* EXERCISE REQUIREMENTS *
Filter the entries that follow, copying every line in which the word "auto" appears.

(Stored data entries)
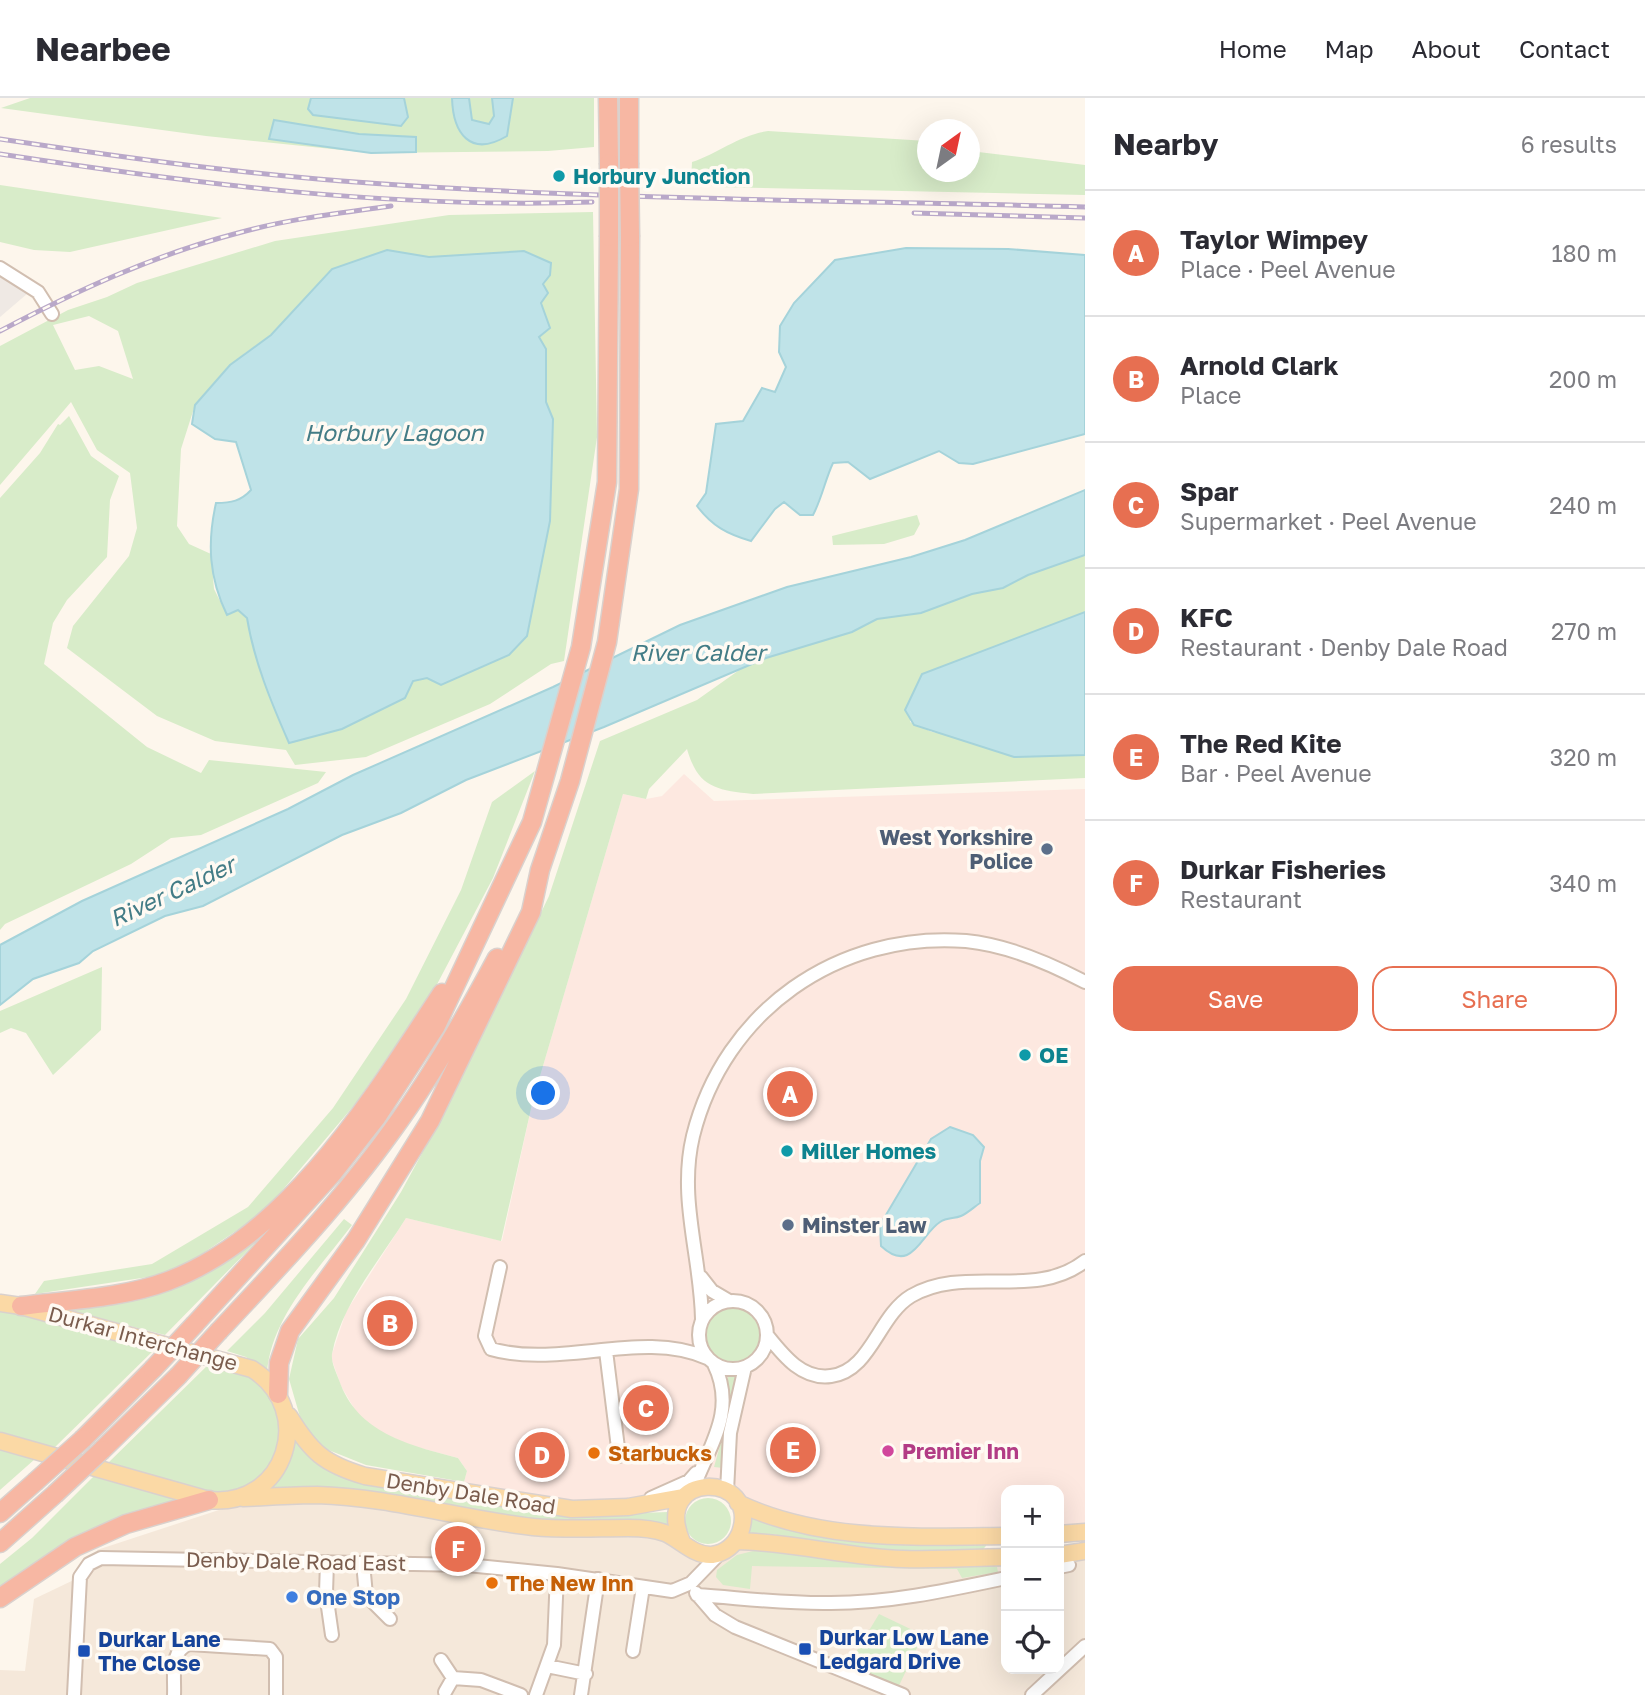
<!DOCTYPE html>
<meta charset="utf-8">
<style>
:root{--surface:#fff;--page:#f2f2f3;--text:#2b2b33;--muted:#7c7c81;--line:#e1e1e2;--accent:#e76f51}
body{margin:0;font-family:"Golos Text",sans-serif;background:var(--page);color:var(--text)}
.controls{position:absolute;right:21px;bottom:21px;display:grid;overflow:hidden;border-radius:14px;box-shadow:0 7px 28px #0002}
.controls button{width:63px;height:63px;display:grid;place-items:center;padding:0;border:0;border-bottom:2px solid var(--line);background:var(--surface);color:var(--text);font:35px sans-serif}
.compass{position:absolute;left:917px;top:21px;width:63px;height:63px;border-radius:50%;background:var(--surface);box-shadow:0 7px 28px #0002;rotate:33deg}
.you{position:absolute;left:544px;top:996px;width:24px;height:24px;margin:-18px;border:5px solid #fff;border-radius:50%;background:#1a73e8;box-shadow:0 0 0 10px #1a73e833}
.badge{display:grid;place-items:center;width:46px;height:46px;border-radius:50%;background:var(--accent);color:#fff;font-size:23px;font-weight:700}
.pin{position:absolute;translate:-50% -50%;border:4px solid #fff;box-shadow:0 2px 7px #0006}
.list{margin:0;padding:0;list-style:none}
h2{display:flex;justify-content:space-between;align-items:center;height:91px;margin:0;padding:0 28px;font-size:30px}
h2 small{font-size:23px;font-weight:400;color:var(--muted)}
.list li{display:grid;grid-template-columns:46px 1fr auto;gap:21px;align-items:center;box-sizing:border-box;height:126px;padding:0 28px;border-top:2px solid var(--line)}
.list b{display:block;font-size:26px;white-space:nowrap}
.list p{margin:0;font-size:23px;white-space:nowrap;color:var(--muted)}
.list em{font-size:23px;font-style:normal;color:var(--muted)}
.actions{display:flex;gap:14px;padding:21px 28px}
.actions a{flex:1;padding:16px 0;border:2px solid var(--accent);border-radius:21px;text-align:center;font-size:24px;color:var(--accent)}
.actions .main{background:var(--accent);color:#fff}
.icon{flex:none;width:38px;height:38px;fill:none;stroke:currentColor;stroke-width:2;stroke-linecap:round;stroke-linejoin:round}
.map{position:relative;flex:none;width:1085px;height:1597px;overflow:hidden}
header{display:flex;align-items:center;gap:42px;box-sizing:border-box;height:98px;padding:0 35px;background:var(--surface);border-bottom:2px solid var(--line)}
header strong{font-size:33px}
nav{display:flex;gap:38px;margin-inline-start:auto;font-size:24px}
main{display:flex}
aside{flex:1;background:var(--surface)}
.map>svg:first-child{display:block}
.residential{fill:#f5e8da}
.commercial{fill:#fde8e0}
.industrial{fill:#efe9e4}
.green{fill:#d8ecc9;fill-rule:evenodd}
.water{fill:#bfe3e8;stroke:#a5d3da;stroke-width:2}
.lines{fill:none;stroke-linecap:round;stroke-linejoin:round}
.minor-casing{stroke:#d1beb0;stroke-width:16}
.major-casing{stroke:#dad1cd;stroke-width:19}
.highway-casing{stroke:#dad1cd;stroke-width:21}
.minor{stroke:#fff;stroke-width:12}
.major{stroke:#fbd9a5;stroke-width:16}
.highway{stroke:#f7b7a3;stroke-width:18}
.rail-casing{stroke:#b9a8c9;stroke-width:5}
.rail{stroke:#fffaf3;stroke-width:2.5;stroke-dasharray:8;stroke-linecap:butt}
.highway-bridge-casing{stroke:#dad1cd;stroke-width:21;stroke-linecap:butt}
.highway-bridge{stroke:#f7b7a3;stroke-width:18}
.culture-dot{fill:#0f9aa8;stroke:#fffaf3;stroke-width:2.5}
.service-dot{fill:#5c6f8a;stroke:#fffaf3;stroke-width:2.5}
.hotel-dot{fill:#d1479c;stroke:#fffaf3;stroke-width:2.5}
.food-dot{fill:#e8710a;stroke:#fffaf3;stroke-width:2.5}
.shop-dot{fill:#3f7fe0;stroke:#fffaf3;stroke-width:2.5}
.transit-dot{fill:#1a4fb4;stroke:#fffaf3;stroke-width:2.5}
.labels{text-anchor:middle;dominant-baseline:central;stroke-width:7;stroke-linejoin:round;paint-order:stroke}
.culture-label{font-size:21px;font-weight:bold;fill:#0d838f;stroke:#fffaf3;text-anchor:start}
.service-label{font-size:21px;font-weight:bold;fill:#4e5e75;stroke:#fffaf3;text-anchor:end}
.street-label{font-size:21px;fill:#7a5c4d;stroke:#fffaf3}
.hotel-label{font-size:21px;font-weight:bold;fill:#b23c85;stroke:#fffaf3;text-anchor:start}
.food-label{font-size:21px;font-weight:bold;fill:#c56008;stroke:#fffaf3;text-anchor:start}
.shop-label{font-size:21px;font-weight:bold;fill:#366cbe;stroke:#fffaf3;text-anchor:start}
.transit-label{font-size:21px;font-weight:bold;fill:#164399;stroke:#fffaf3;text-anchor:start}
.water-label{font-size:23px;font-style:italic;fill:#437c86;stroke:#fffaf3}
</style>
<header>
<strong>Nearbee</strong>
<nav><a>Home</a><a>Map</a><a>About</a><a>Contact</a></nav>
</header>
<main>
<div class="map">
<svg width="1085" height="1597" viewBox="0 0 1085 1597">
<rect width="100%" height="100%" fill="#fdf6ec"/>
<!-- residential -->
<path class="residential" d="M275 1399 631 1430 695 1454 732 1448 1006 1459V1571H1059V1457L1085 1453V1597H0V1572L25 1573 34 1501 80 1479 101 1460 97 1452 225 1410 227 1404Z"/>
<!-- commercial -->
<path class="commercial" d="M684 676 714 703 1085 691V1434L1059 1436V1392H1006V1438L817 1430 727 1393 628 1409 461 1395 467 1373 458 1360 409 1347 378 1333 358 1317 341 1288 331 1259 346 1214 406 1120 502 1143 533 1002 623 696 646 701 662 698Z"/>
<!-- industrial -->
<path class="industrial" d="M0 172 38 194 28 195 0 219Z"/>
<!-- green -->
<path class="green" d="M30 0H594V49L548 53 371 55 206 38 1 10Z
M768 33 927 43 928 74H970V53L1085 67V97L717 89 691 84 692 64C719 55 739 37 768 33Z
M0 87 222 120 70 154 34 152 0 144Z
M593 114 597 339 564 563 551 566 490 606 366 659 295 667 286 652 215 643 157 618 67 550 73 528 129 458 137 430 130 375 97 352 71 304 0 387V248L68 212 107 199 137 185 275 143 449 117ZM387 152 429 159 524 153 543 186 541 205 546 218 539 239 546 270V304L553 321 427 580 413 583 405 600 342 631 289 645C271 604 254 563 247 520L239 512 227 517 214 491 211 456 189 446 177 428 181 351 195 307 245 255 271 237 332 171ZM89 218 118 233 133 281 99 268 75 272 53 227Z
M69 318 91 358 119 378 110 402 107 459 67 502 53 525 44 566 147 649 201 675 209 662 326 674 318 685 201 737 171 740 131 766 5 826 0 832V400L40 355 58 326 60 327Z
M917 417 920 426 914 437 884 446 833 447 832 438Z
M1085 456V515L911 614 910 624 932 634 1085 655V680L753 696C715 692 698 689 687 651L649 691 646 701 623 696 533 1002 501 1143 406 1120C380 1162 341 1207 332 1256 331 1264 336 1274 339 1282 357 1335 409 1347 458 1360L467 1373 464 1384 366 1367 321 1349 300 1319 289 1281 298 1241 334 1200 401 1094 452 1000 549 798 600 643 697 602 752 563 876 521 946 504Z
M535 673 493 780 434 892 356 1005 264 1114 184 1168 155 1178 35 1196 44 1183 152 1166 248 1109 333 1010 406 901 461 792 492 704Z
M102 869 101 932 53 977 26 935 11 930 0 935V913Z
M344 1121 352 1127C320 1170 271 1218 267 1275L246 1259 227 1253 265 1215Z
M265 1135 165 1237 60 1210 189 1182 223 1165Z
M705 1236a28 28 0 1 1 56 0a28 28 0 1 1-56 0Z
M10 1213 156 1250 52 1352 0 1338V1214Z
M211 1264C223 1268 240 1271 251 1278 303 1311 279 1391 221 1397 198 1400 133 1373 108 1365Z
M728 1277H738L723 1370 714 1369 726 1326Z
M293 1335 302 1351 318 1364 588 1417 668 1414V1430L556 1425 267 1392C284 1376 293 1357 293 1335Z
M0 1349 35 1361 0 1392Z
M95 1377 187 1404 0 1494V1466L32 1440Z
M685 1423a23 23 0 1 1 46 0a23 23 0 1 1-46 0Z
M750 1419C826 1444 910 1440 989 1444L981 1454 865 1451 771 1436 746 1438Z
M761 1451 983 1464V1469H997L998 1474 962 1480 957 1471 752 1468 750 1491 723 1487 716 1479 717 1472 737 1457Z
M879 1516 923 1537 896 1594 844 1574Z"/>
<!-- water -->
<path class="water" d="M311 0H404L408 19 401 28 313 17 308 11Z
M452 0H469L472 22 489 26 494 18 492 0H513L507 38C470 60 453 35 452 0Z
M274 22 359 36 416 39V54L371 55 269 41Z
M906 150 1008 151 1085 157V336L973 366 959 365 939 353 870 381 848 364 833 365C825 382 822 400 813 417H800L784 404 775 411 751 443C727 436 712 428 697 408L706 395 716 326 743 323 762 290 775 294 786 269 779 254 780 228 794 205 835 162Z
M387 152 429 159 524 153 551 165 550 177 543 186 548 195 541 205 550 230 539 239 546 251V304L553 321 550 423 527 538 509 557 441 587 427 580 413 583 405 600 342 631 289 645C271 604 254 563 247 520L238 512 227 517C209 480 207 445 216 405 231 405 241 403 251 392L236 344 215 341 192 326 195 307 230 267 271 237 332 171Z
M1085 392V457L1028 477 1003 490 972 496 921 515 877 521 852 534 766 560 604 629 466 682 401 715 342 737 203 808 165 818 93 853 79 865 33 881 0 907V847L82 803 288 711 353 677 553 589 680 527 787 489 911 459 965 442Z
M1085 514V657L1014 659 914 627 905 612 922 576Z
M950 1029 973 1037 984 1049 980 1063V1105C974 1109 968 1115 961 1118 954 1121 947 1119 940 1124 921 1136 912 1177 881 1148L880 1127 931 1041Z"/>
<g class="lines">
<!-- minor casing -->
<g class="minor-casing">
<path id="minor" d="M0 170 38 194 52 216
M500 1169 485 1238 491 1251C560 1271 642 1231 707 1260
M701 1179 712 1193 729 1203
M699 1237a34 34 0 1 1 68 0a34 34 0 1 1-68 0Z
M702 1221C701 1159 678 1101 693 1038 724 913 838 833 966 843 1007 847 1049 865 1085 884
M767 1237C783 1257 802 1282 831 1278 871 1273 878 1218 911 1198 965 1166 1034 1203 1085 1163
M606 1253 619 1358
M693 1391C709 1348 737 1313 714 1266
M727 1393 730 1335 745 1269
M651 1400 689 1383 696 1375
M327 1464 326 1495 332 1537
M363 1465 366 1497 390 1521
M1059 1469 1069 1467
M696 1495 715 1517 735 1529 903 1597
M697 1497C741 1500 786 1506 831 1505 890 1505 949 1492 1006 1480
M633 1553 643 1489
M441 1562 453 1580 481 1582 521 1597
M547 1568 586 1576
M445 1594 453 1580
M74 1597 80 1479 89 1466 101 1460 467 1467 557 1476 672 1493 691 1485 720 1455
M174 1597C175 1579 169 1553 189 1546L270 1551 276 1559V1597
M536 1597 554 1547 557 1476
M581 1597 598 1481
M1032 1597 1085 1548"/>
</g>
<!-- major casing -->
<g class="major-casing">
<path id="major" d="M0 1205 21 1208 252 1271C317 1312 286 1410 209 1402L0 1343
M289 1318C311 1354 324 1366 365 1378L572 1411 628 1409 684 1399
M243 1400C268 1399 293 1397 317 1397 390 1399 461 1421 533 1429 565 1432 597 1430 628 1430 641 1430 654 1431 665 1435 681 1442 694 1458 712 1457 725 1455 735 1447 740 1435 762 1373 650 1371 682 1444
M738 1405C820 1444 917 1439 1006 1438
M1059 1436 1085 1434
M736 1443C792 1444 847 1459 903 1461 937 1462 972 1460 1006 1459
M1059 1457 1085 1453"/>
</g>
<!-- highway casing -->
<g class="highway-casing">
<path id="highway" d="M608 0 609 65
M629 0V65
M21 1208C69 1202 123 1200 168 1183 290 1137 373 1000 442 895
M195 1226 332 1076 376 1020 436 928 532 724 581 549 607 384 609 139
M219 1233C279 1169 340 1105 391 1034 431 980 465 920 497 860
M278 1296 279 1265 290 1233 356 1142 430 1023 531 814 540 772 570 683 607 544 629 391 630 139
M83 1341 153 1271
M102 1352 178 1278
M0 1415 35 1384
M0 1445 55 1396
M0 1500 75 1449 126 1426 209 1402"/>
</g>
<!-- minor -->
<use href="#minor" class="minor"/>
<!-- major -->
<use href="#major" class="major"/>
<!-- highway -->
<use href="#highway" class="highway"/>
<!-- rail casing -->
<g class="rail-casing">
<path id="rail" d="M0 41C114 58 227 74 342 83 589 102 837 102 1085 109
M0 56C196 86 393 111 592 104
M914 115 1085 120
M0 233C76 193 154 157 238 135 288 121 340 115 391 108"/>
</g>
<!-- rail -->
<use href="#rail" class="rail"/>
<!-- highway-bridge casing -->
<g class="highway-bridge-casing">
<path id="highway-bridge" d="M609 65V139
M629 65 630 139
M153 1271 195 1226
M178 1278 219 1233
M35 1384 83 1341
M55 1396 102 1352"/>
</g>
<!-- highway-bridge -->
<use href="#highway-bridge" class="highway-bridge"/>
</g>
<!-- markers -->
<g class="culture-dot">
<circle cx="559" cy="78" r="7"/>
<circle cx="1025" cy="957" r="7"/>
<circle cx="787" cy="1053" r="7"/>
</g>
<g class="service-dot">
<circle cx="1047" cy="751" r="7"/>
<circle cx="788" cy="1127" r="7"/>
</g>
<circle class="hotel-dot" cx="888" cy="1353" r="7"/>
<g class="food-dot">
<circle cx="594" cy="1355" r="7"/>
<circle cx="492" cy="1485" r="7"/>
</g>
<circle class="shop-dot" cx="292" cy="1499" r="7"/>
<g class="transit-dot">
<rect x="798" y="1544" width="14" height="14" rx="3.5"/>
<rect x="77" y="1546" width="14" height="14" rx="3.5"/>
</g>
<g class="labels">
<!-- culture labels -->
<g class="culture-label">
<text x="573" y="78">Horbury Junction</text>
<text x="1039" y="957">OE</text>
<text x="801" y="1053">Miller Homes</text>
</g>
<!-- service labels -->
<g class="service-label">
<text x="1033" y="739">West Yorkshire<tspan x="1033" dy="24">Police</tspan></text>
<text x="802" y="1127" text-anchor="start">Minster Law</text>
</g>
<!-- street labels -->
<g class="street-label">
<text transform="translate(143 1240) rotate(15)">Durkar Interchange</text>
<text transform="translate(471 1395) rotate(9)">Denby Dale Road</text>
<text transform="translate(296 1463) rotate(1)">Denby Dale Road East</text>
</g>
<!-- hotel labels -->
<g class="hotel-label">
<text x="902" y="1353">Premier Inn</text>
</g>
<!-- food labels -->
<g class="food-label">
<text x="608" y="1355">Starbucks</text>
<text x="506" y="1485">The New Inn</text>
</g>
<!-- shop labels -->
<g class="shop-label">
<text x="306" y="1499">One Stop</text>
</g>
<!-- transit labels -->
<g class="transit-label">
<text x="819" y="1539">Durkar Low Lane<tspan x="819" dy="24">Ledgard Drive</tspan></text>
<text x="98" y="1541">Durkar Lane<tspan x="98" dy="24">The Close</tspan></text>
</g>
<!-- water labels -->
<g class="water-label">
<text x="394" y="334">Horbury Lagoon</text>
<text x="698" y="554">River Calder</text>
<text transform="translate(172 793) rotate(-25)">River Calder</text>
</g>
</g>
</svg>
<div class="controls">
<button>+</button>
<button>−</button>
<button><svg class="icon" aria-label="locate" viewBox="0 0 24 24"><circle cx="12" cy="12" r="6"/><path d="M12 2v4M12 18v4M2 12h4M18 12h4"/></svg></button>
</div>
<svg class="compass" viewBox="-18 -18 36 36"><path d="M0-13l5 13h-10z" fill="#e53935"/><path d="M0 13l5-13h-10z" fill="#7c7c81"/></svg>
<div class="you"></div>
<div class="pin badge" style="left:790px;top:996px">A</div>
<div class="pin badge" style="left:390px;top:1225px">B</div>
<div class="pin badge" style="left:646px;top:1310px">C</div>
<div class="pin badge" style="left:542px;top:1357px">D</div>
<div class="pin badge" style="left:793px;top:1352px">E</div>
<div class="pin badge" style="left:458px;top:1451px">F</div>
</div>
<aside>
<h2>Nearby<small>6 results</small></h2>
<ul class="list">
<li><span class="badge">A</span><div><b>Taylor Wimpey</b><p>Place · Peel Avenue</p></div><em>180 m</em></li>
<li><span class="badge">B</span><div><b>Arnold Clark</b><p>Place</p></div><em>200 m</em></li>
<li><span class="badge">C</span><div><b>Spar</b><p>Supermarket · Peel Avenue</p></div><em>240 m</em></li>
<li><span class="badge">D</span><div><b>KFC</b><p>Restaurant · Denby Dale Road</p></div><em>270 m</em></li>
<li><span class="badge">E</span><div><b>The Red Kite</b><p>Bar · Peel Avenue</p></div><em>320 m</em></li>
<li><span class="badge">F</span><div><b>Durkar Fisheries</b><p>Restaurant</p></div><em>340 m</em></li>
</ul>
<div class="actions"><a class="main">Save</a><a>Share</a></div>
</aside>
</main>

* SOLUTION FOR THIS EXERCISE *
.list li{display:grid;grid-template-columns:46px 1fr auto;gap:21px;align-items:center;box-sizing:border-box;height:126px;padding:0 28px;border-top:2px solid var(--line)}
nav{display:flex;gap:38px;margin-inline-start:auto;font-size:24px}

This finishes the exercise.